Work required: Begin with the first line below and retype each line exactly through the line containing "position:absolute; left:2216px; top:21px;". Any pictures are to be left out.
*** Supplied data ***
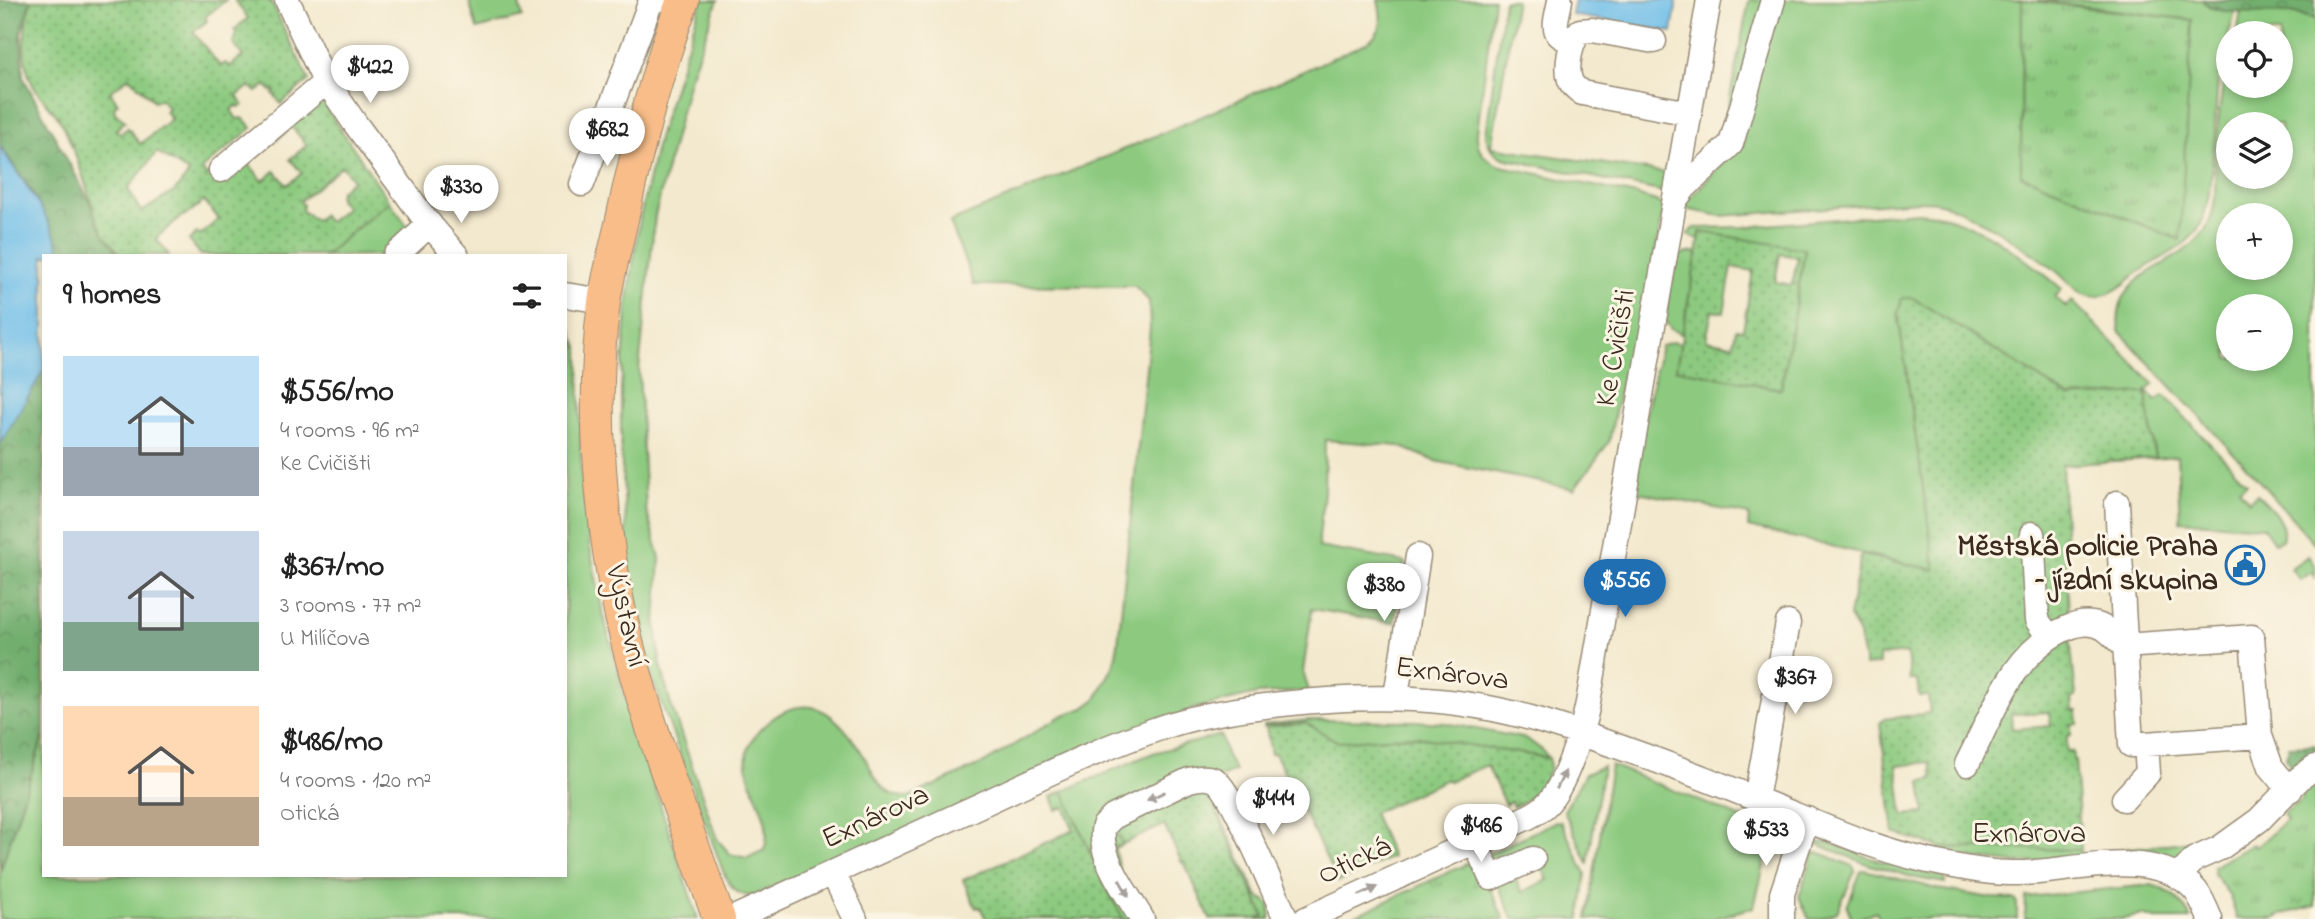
<!DOCTYPE html>
<html lang="en">
<head>
<meta charset="utf-8">
<style>
	:root { --surface:#fff; --page:#f6f6f6; --text:#222; --muted:#767676; --accent:#1f6fb2 }
	body { margin:0; font-family:"Indie Flower",sans-serif; background:var(--page); color:var(--text); height:100vh; display:flex; flex-direction:column; font-size:26px; white-space:nowrap }
	* { box-sizing:border-box; margin:0 }
	p { font-size:23px; color:var(--muted) }
	.icon { flex:none; width:38px; height:38px; fill:none; stroke:currentColor; stroke-width:2; stroke-linecap:round; stroke-linejoin:round }
	.map { position:relative; flex:1; overflow:hidden }
	.sheet { position:absolute; left:42px; top:254px; width:525px; height:623px; display:flex; flex-direction:column; background:var(--surface); border-radius:0px; box-shadow:0 4px 10px #0003 }
	.sheet>* { flex:none }
	.fabs { position:absolute; left:2216px; top:21px; display:grid; gap:14px }
	.fabs a { display:grid; place-items:center; width:77px; height:77px; border-radius:50%; background:var(--surface); box-shadow:0 4px 10px #0003; font-size:35px }
	.price { position:absolute; translate:-50% -60px; padding:0 16px; border-radius:24px; background:#fff; color:#222; font-size:23px; line-height:46px; filter:drop-shadow(0 2px 4px #0008) }
	.price::after { content:''; position:absolute; left:50%; top:42px; width:21px; height:16px; margin-left:-10px; background:inherit; clip-path:polygon(0 0,100% 0,50% 100%) }
	.price.on { background:var(--accent); color:#fff }
	ul { padding:0; list-style:none }
	li { display:flex; align-items:center; gap:21px; height:175px; padding:0 21px }
	li span { display:grid; place-items:center; flex:none; width:196px; height:140px; border-radius:0px; color:#555 }
	li>.icon { margin-inline-start:auto }
	span .icon { width:84px; height:84px; fill:#fffc; stroke-width:1 }
	li b { font-size:30px }
	h2 { display:flex; justify-content:space-between; align-items:center; height:84px; padding:0 21px; font-size:30px }
	.map>svg:first-child { display:block }
</style>
</head>
<body>
<div class="map">
<svg width="2315" height="919" viewBox="0 0 2315 919">
	<defs>
		<pattern id="forest-crowns" width="20" height="18" patternUnits="userSpaceOnUse" patternTransform="scale(1.75)"><rect width="20" height="18" fill="#72ae6e"/><path d="M2 6a3 3 0 1 1 6 0M12 15a3 3 0 1 1 6 0" fill="none" stroke="#5f8e5a"/></pattern>
		<pattern id="park-tufts" width="24" height="20" patternUnits="userSpaceOnUse" patternTransform="scale(1.75)"><rect width="24" height="20" fill="#8dca80"/><path d="M3 7l-1-3M5 7V3M7 7l1-3M15 17l-1-3M17 17v-4M19 17l1-3" fill="none" stroke="#74a468"/></pattern>
		<pattern id="garden-dots" width="8" height="8" patternUnits="userSpaceOnUse" patternTransform="scale(1.75)"><rect width="8" height="8" fill="#8dca80"/><path d="M2 2h.1M6 6h.1" fill="none" stroke="#74a468" stroke-width="1.8" stroke-linecap="round"/></pattern>
	</defs>
	<rect width="100%" height="100%" fill="#fcf5e5"/>
	<filter id="ink" filterUnits="userSpaceOnUse"><feTurbulence type="fractalNoise" baseFrequency=".0143" numOctaves="2"/><feDisplacementMap in="SourceGraphic" scale="14" xChannelSelector="R" yChannelSelector="G"/><feConvolveMatrix kernelMatrix="1 2 1 2 8 2 1 2 1" color-interpolation-filters="sRGB"/></filter>
	<filter id="wash" filterUnits="userSpaceOnUse"><feTurbulence type="fractalNoise" baseFrequency=".00686" numOctaves="4" result="noise"/><feDisplacementMap in="SourceGraphic" scale="28" xChannelSelector="R" yChannelSelector="G"/><feGaussianBlur stdDeviation="1.57" result="paint"/><feColorMatrix in="noise" values="0 0 0 0 0 0 0 0 0 0 0 0 0 0 0 0 0 1.4 0 .05"/><feComposite in="paint" operator="in"/></filter>
	<g filter="url(#wash)">
		<rect width="100%" height="100%" fill="#f3e9ce"/>
		<path fill="#8dca80" stroke="#647a4f" stroke-width="2" fill-rule="evenodd" d="M469 0H518L522 17 477 29Z
			M702 0H718L689 80 655 216 639 370 646 509 660 558 656 624 660 661 670 702 717 839 730 854 747 858 764 850C781 802 711 765 772 719 813 689 840 718 862 753 869 764 875 780 884 789 892 796 900 797 909 797L984 763 1061 716 1084 708 1096 699 1114 665 1118 644 1150 328 1149 301 1135 286 974 285 950 222 1203 116 1366 43C1385 30 1382 21 1378 0H1494L1477 132C1476 150 1484 160 1501 166L1636 195 1656 201 1664 207 1637 354 1623 373 1609 442 1574 489 1435 461 1399 446 1325 440 1324 491 1318 547 1405 562 1394 623 1312 609 1303 672 1309 691 1257 694 1192 709 752 896C735 896 730 886 723 871L650 672 637 622 629 572 621 450V388L628 299 640 218 658 138Z
			M1504 0H1516L1491 147 1674 174 1669 193 1503 158C1492 152 1489 148 1486 135Z
			M1749 0H1766L1721 143Z
			M1780 0H2022L2021 175 2192 20 2037 0H2202C2211 11 2221 11 2235 11 2229 35 2221 57 2218 82 2214 116 2215 204 2198 229 2181 253 2151 260 2130 279 2117 291 2095 304 2078 291 2068 283 2060 273 2050 266 2026 248 1968 209 1940 203 1933 201 1926 201 1919 201L1721 216 1686 209 1683 206 1725 160Z
			M2241 11 2291 13 2315 19V544L2253 474 2119 331C2111 270 2173 272 2203 233 2220 211 2214 176 2216 150 2218 122 2220 93 2228 65V86H2280V33H2237ZM2228 124H2280V177H2228ZM2228 215H2280V268H2228ZM2228 306H2280V359H2228Z
			M389 201 412 232 385 255 324 256Z
			M1917 212C1971 215 2022 255 2062 289L2055 297 2066 307 2072 301 2154 384 2146 391 2156 401 2164 395 2247 483 2239 489 2249 501 2257 494C2269 508 2288 521 2282 540L2274 543 2263 527 2180 521 2177 456 2155 458 2146 393 2069 397 1913 298 1898 313 1935 570 1748 527 1749 515 1629 490 1661 346 1673 342 1681 344 1676 369 1781 389 1805 250 1700 232 1699 240 1687 235 1694 228 1744 227Z
			M1694 252 1697 253 1682 334 1671 329 1665 321 1673 262 1683 254Z
			M565 323 570 328 579 350 581 473 590 547 602 609 624 695 698 919H0V872L44 734V875H565Z
			M2308 556 2315 566V577L2312 572 2300 580 2291 568Z
			M1308 720 1413 721 1446 723 1527 739 1542 750 1549 758 1411 736 1338 742 1306 723 1264 727V725Z
			M1221 735 1226 754 1235 771 1221 777 1106 812 1131 919H1123L1101 877 1063 791 1153 753Z
			M1611 765 1757 824 1768 849 1754 907 1712 919H1587Z
			M1603 766 1588 863 1564 811 1585 774Z
			M1208 784 1227 811 1220 815 1257 895 1270 904V919H1257L1264 916 1206 791 1115 829 1123 844 1111 850V827Z
			M2254 818 2174 860 2115 854 2123 849 2210 839Z
			M1556 821 1561 822 1586 874 1580 919H1513L1496 882 1513 874 1522 892 1548 880 1534 851 1499 864 1487 855Z
			M1820 842C1838 843 1856 854 1874 859 1897 867 1921 873 1945 877V883L1916 878 1870 865 1814 843Z
			M1940 847 2081 850 2079 861 2012 863 1938 854Z
			M1818 852 1853 866 1855 871 1837 912 1822 919H1809L1799 897 1813 854Z
			M1865 870 1938 889 1991 898 2014 899 2017 902V919H1880L1876 911 1858 919H1852L1847 907 1861 871Z
			M2151 885C2169 889 2183 902 2191 919H2156L2142 915 2124 919H2025L2026 897Z"/>
		<path fill="url(#forest-crowns)" stroke="#566c46" stroke-width="2" d="M0 0H31L21 33 23 77 116 251 121 255H61L58 243 32 191 0 146Z
			M2202 0H2315V19C2306 17 2297 13 2288 13 2263 10 2219 19 2202 0Z
			M44 370V734L0 872V444Z
			M2315 745V759L2293 771 2286 758 2289 746Z"/>
		<path fill="url(#park-tufts)" stroke="#647a4f" stroke-width="2" d="M2022 0 2192 20 2180 240 2021 175Z
			M2315 780V906L2280 915 2275 919H2237L2230 897 2214 874V866L2253 844 2256 847 2287 820 2283 814 2302 799 2301 791Z
			M1477 859 1504 919H1348Z"/>
		<path fill="url(#garden-dots)" stroke="#647a4f" stroke-width="2" fill-rule="evenodd" d="M31 0H226L205 17 207 21 193 32 220 66 226 63 229 67 243 56 233 44 237 33 234 30 248 18 234 0H270L309 80 281 104 273 93 275 91 274 89 271 91 266 85 257 92 250 86 237 96 243 105 239 107 237 105 231 110 237 119 243 118 252 128 202 169 206 176 313 88 389 201 325 255H201L189 240 197 233 200 235 219 219 204 201 185 216 183 215 156 238 169 255H121L105 236 97 221C87 189 77 154 62 124 57 113 46 104 39 94 18 67 23 31 31 0ZM129 77 154 101 161 99 168 108 165 111 171 119 140 144 128 128 120 134 116 130 125 121 115 113 114 107 118 103 110 92ZM292 127 307 145 290 159 302 173 287 185 275 171 263 181 248 163ZM157 152 188 172V175L175 191 141 212 128 189ZM342 166 353 180 340 191 339 199 345 206 344 210 330 221H327L322 215 316 220 302 211 303 205 300 201Z
			M1701 232 1805 249 1781 389 1676 369ZM1780 254 1798 257 1792 285 1775 282ZM1732 267 1753 271 1743 330 1736 329 1733 345 1706 340 1712 311 1724 312Z
			M1902 298H1913L2069 397 2146 393 2155 458 2062 465 2070 637 2076 697 2072 698 2073 711H2077L2078 724H2071V735L2067 736V751L2073 752V760H2075L2081 850 1940 847 1894 833 1880 723 1884 719 1930 713 1928 696H1919L1917 680H1910L1907 653 1879 656V664L1865 666 1859 635 1849 616 1861 555 1935 570 1898 313ZM2049 712 2051 726 2012 729 2011 714ZM1930 762 1933 779 1921 781 1925 813 1903 815 1897 766Z
			M1306 723 1338 742 1411 736 1549 758C1554 780 1531 799 1513 807L1511 802 1505 805 1487 765 1449 781 1447 779 1373 813 1392 857 1338 882 1275 753 1271 754 1266 727Z
			M1199 789 1207 791 1264 916 1257 919H1210L1184 862 1182 863 1164 825 1123 844 1115 828Z
			M1063 791 1101 877 1123 919H986L980 907 976 908 963 880 1074 830 1064 807 1056 810 1051 797Z"/>
		<path fill="#6ebee9" stroke="#547484" stroke-width="2" d="M1575 0H1677L1672 32 1572 15Z
			M0 146C22 182 51 214 61 255L44 256V370L0 444Z"/>
	</g>
	<g filter="url(#ink)">
		<g fill="none" stroke-linecap="round" stroke-linejoin="round">
			<defs>
				<path id="minor" d="M287 0 321 73 354 122 425 219 457 256
					M1560 0C1557 21 1547 36 1574 41
					M1654 41 1592 30 1580 31C1570 40 1566 68 1570 80 1572 86 1577 89 1582 93L1690 113
					M221 170 327 81
					M582 184 651 1 656 0
					M1675 200 1684 188 1731 144 1773 0
					M395 256 430 224
					M565 295 604 301
					M2117 503 2131 745 2260 736 2271 767 2290 790
					M2032 534 2037 620 2049 637
					M1396 696 1418 556
					M1967 764C1993 714 2012 651 2067 628 2079 623 2092 621 2104 628 2111 633 2118 640 2124 646L2252 637 2260 736
					M1756 799 1788 623
					M2124 799 2148 773 2146 744
					M1475 842 1491 878 1533 859
					M833 873 855 919
					M2178 877 2195 859 2220 848 2259 820 2300 778 2315 767
					M732 919C809 884 886 849 963 813 1029 783 1096 749 1166 726 1203 714 1243 708 1282 704 1370 694 1456 695 1541 721 1619 745 1695 774 1771 805 1828 828 1883 853 1943 864 1969 869 1995 874 2021 873 2073 872 2157 845 2196 891 2202 899 2206 909 2210 919
					M1142 919C1128 895 1096 854 1104 826L1113 817 1189 780C1198 778 1206 776 1215 780 1231 789 1276 896 1286 919
					M1306 919 1528 817C1534 814 1541 810 1546 805 1565 787 1583 729 1588 703L1709 0
					M1782 919V894L1807 819"/>
				<path id="major" d="M683 0C656 73 637 148 621 224 615 250 608 276 604 302 591 402 599 513 620 612 643 717 684 818 719 919"/>
			</defs>
			<use href="#minor" stroke="#978a76" stroke-width="27"/>
			<use href="#major" stroke="#978a76" stroke-width="34"/>
			<use href="#minor" stroke="#fff" stroke-width="24"/>
			<use href="#major" stroke="#f8bd89" stroke-width="32"/>
		</g>
		<defs><path id="oneway-solid" d="M-6-.8H1V-3.2L6.5 0L1 3.2V.8H-6Z" transform="scale(1.75)"/></defs>
		<g fill="#a79f9a">
			<use href="#oneway-solid" transform="translate(1561 780) rotate(-64)"/>
			<use href="#oneway-solid" transform="translate(1156 796) rotate(155)"/>
			<use href="#oneway-solid" transform="translate(1124 888) rotate(60)"/>
			<use href="#oneway-solid" transform="translate(1368 891) rotate(-25)"/>
		</g>
	</g>
	<defs>
		<symbol id="civic-ring" viewBox="-11 -11 22 22"><circle r="9.5" fill="#fcf5e5" stroke="#1f6fb2" stroke-width="1.5"/><path d="M-.6-6.5H3V-4.5H.6V-3L4-1V1h2V6H-6V1h2V-1L-.6-3ZM-1.2 2.5V6h2.4V2.5Z" fill="#1f6fb2"/></symbol>
	</defs>
	<g fill-rule="evenodd">
		<use href="#civic-ring" x="2223" y="543" width="44" height="44"/>
	</g>
	<g text-anchor="middle" dominant-baseline="central" stroke-width="6" stroke-linejoin="round" paint-order="stroke">
		<g font-size="30" fill="#3b2a1e" stroke="#fcf5e5">
			<text transform="translate(1617 348) rotate(-80)">Ke Cvičišti</text>
			<text transform="translate(625 616) rotate(77)">Výstavní</text>
			<text transform="translate(1452 675) rotate(7)">Exnárova</text>
			<text transform="translate(876 818) rotate(-25)">Exnárova</text>
			<text x="2029" y="835">Exnárova</text>
			<text transform="translate(1355 862) rotate(-25)">Otická</text>
		</g>
		<g font-size="30" font-weight="bold" fill="#3b2a1e" stroke="#fcf5e5" text-anchor="end">
			<text x="2218" y="548">Městská policie Praha<tspan x="2218" dy="34">– jízdní skupina</tspan></text>
		</g>
	</g>
</svg>
<div class="fabs">
<a><svg class="icon" aria-label="locate" viewBox="0 0 24 24"><circle cx="12" cy="12" r="6"/><path d="M12 2v4M12 18v4M2 12h4M18 12h4"/></svg></a>
<a><svg class="icon" aria-label="layers" viewBox="0 0 24 24"><path d="M12 4l9 5-9 5-9-5zM3 14l9 5 9-5"/></svg></a>
<a>+</a>
<a>−</a>
</div>
<b class="price" style="left:370px;top:105px">$422</b>
<b class="price" style="left:607px;top:168px">$682</b>
<b class="price" style="left:461px;top:225px">$330</b>
<b class="price on" style="left:1625px;top:619px">$556</b>
<b class="price" style="left:1384px;top:623px">$380</b>
<b class="price" style="left:1795px;top:716px">$367</b>
<b class="price" style="left:1273px;top:837px">$444</b>
<b class="price" style="left:1481px;top:864px">$486</b>
<b class="price" style="left:1766px;top:868px">$533</b>
<section class="sheet">
<h2>9 homes<svg class="icon" aria-label="filters" viewBox="0 0 24 24"><path d="M4 7h16M4 17h16"/><circle cx="9" cy="7" r="2"/><circle cx="15" cy="17" r="2"/></svg></h2>
<ul>
<li><span style="background:linear-gradient(#bfe0f5 65%,#9aa5b1 0)"><svg class="icon" aria-label="home" viewBox="0 0 24 24"><path d="M3 11l9-7 9 7M6 9v11h12V9"/></svg></span><div><b>$556/mo</b><p>4 rooms · 96 m²</p><p>Ke Cvičišti</p></div></li>
<li><span style="background:linear-gradient(#c9d6e8 65%,#7fa58c 0)"><svg class="icon" aria-label="home" viewBox="0 0 24 24"><path d="M3 11l9-7 9 7M6 9v11h12V9"/></svg></span><div><b>$367/mo</b><p>3 rooms · 77 m²</p><p>U Milíčova</p></div></li>
<li><span style="background:linear-gradient(#ffd9b3 65%,#b9a48a 0)"><svg class="icon" aria-label="home" viewBox="0 0 24 24"><path d="M3 11l9-7 9 7M6 9v11h12V9"/></svg></span><div><b>$486/mo</b><p>4 rooms · 120 m²</p><p>Otická</p></div></li>
</ul>
</section>
</div>
</body>
</html>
*** End of Supplied data ***
Output of the exercise:
<!DOCTYPE html>
<html lang="en">
<head>
<meta charset="utf-8">
<style>
	:root { --surface:#fff; --page:#f6f6f6; --text:#222; --muted:#767676; --accent:#1f6fb2 }
	body { margin:0; font-family:"Indie Flower",sans-serif; background:var(--page); color:var(--text); height:100vh; display:flex; flex-direction:column; font-size:26px; white-space:nowrap }
	* { box-sizing:border-box; margin:0 }
	p { font-size:23px; color:var(--muted) }
	.icon { flex:none; width:38px; height:38px; fill:none; stroke:currentColor; stroke-width:2; stroke-linecap:round; stroke-linejoin:round }
	.map { position:relative; flex:1; overflow:hidden }
	.sheet { position:absolute; left:42px; top:254px; width:525px; height:623px; display:flex; flex-direction:column; background:var(--surface); border-radius:0px; box-shadow:0 4px 10px #0003 }
	.sheet>* { flex:none }
	.fabs { position:absolute; left:2216px; top:21px; display:grid; gap:14px }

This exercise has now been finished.